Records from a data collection
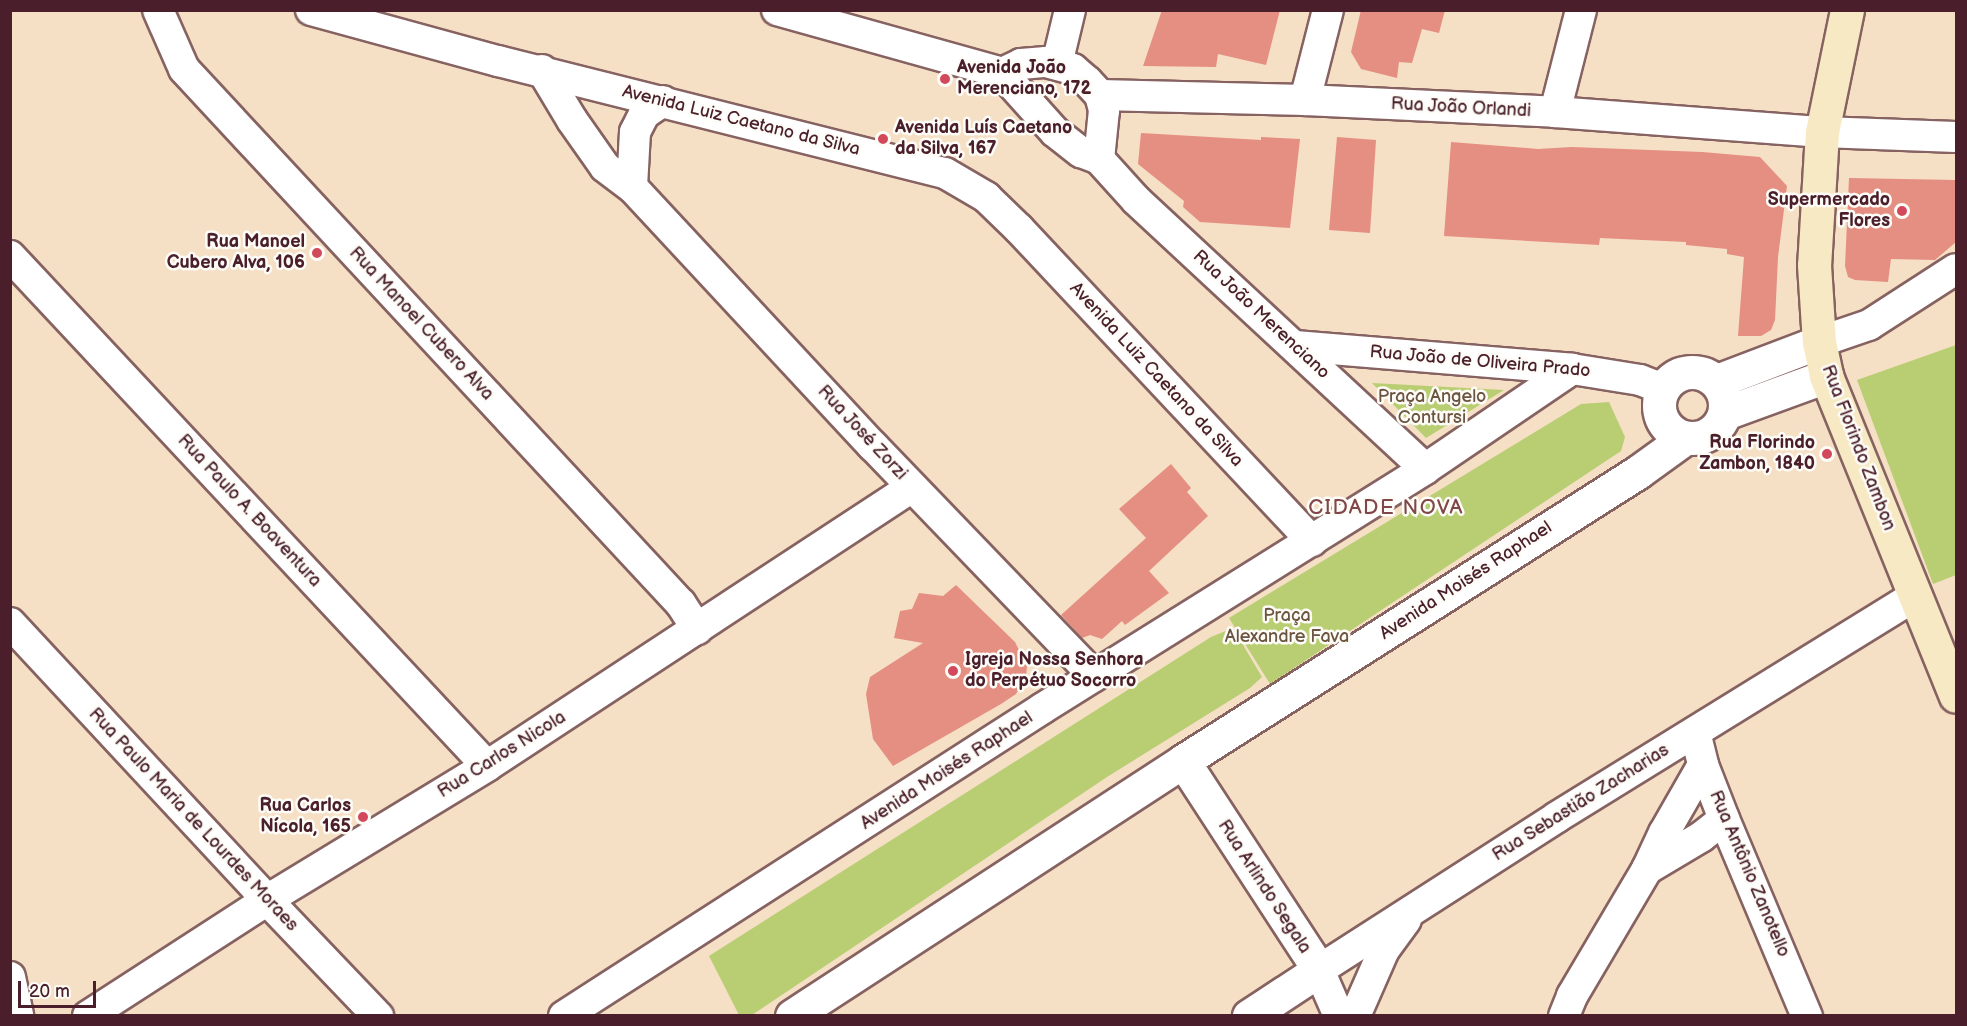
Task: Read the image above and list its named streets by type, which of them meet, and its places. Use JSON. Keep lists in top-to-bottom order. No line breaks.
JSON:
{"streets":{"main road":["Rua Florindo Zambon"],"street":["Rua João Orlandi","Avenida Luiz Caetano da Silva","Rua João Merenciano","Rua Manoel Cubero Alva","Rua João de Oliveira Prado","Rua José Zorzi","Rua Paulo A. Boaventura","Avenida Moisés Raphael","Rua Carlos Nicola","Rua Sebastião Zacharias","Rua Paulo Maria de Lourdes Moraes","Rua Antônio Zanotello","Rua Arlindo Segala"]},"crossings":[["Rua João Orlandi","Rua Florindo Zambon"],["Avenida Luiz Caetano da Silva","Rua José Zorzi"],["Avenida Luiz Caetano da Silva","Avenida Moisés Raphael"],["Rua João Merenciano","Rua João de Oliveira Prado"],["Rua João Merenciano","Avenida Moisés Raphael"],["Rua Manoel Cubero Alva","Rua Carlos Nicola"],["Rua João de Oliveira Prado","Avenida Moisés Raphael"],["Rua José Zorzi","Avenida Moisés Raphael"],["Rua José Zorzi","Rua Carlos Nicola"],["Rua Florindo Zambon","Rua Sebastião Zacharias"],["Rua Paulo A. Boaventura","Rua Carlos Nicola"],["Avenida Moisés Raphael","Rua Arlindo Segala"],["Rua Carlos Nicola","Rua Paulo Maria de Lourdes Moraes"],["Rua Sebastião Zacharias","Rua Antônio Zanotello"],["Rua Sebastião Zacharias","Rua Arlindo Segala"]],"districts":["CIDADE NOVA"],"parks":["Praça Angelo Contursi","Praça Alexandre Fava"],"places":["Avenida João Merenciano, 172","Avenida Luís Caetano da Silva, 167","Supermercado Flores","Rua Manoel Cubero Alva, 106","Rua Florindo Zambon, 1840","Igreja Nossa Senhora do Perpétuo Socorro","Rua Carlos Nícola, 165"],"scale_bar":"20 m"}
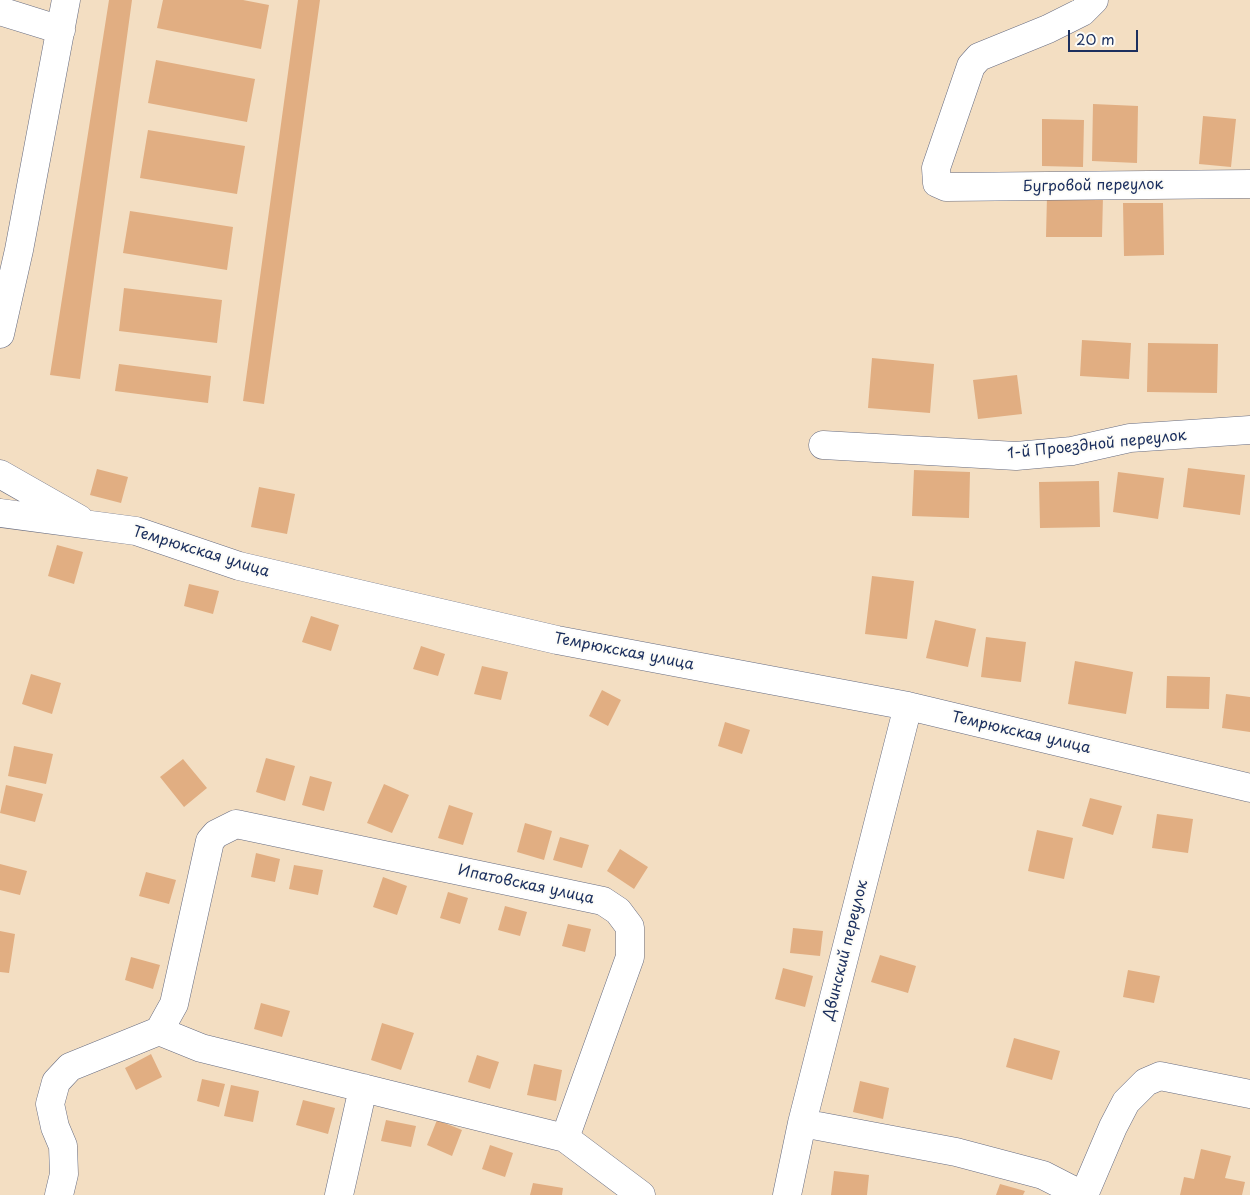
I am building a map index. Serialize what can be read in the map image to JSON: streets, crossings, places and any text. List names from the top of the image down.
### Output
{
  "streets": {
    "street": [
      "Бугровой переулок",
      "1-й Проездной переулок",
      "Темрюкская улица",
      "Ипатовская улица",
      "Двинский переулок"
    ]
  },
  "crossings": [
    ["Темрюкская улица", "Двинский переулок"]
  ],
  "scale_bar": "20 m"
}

**The task:**
A single figure is expected: the count of lines in the data above that include the word "image".

**Written answer:**
2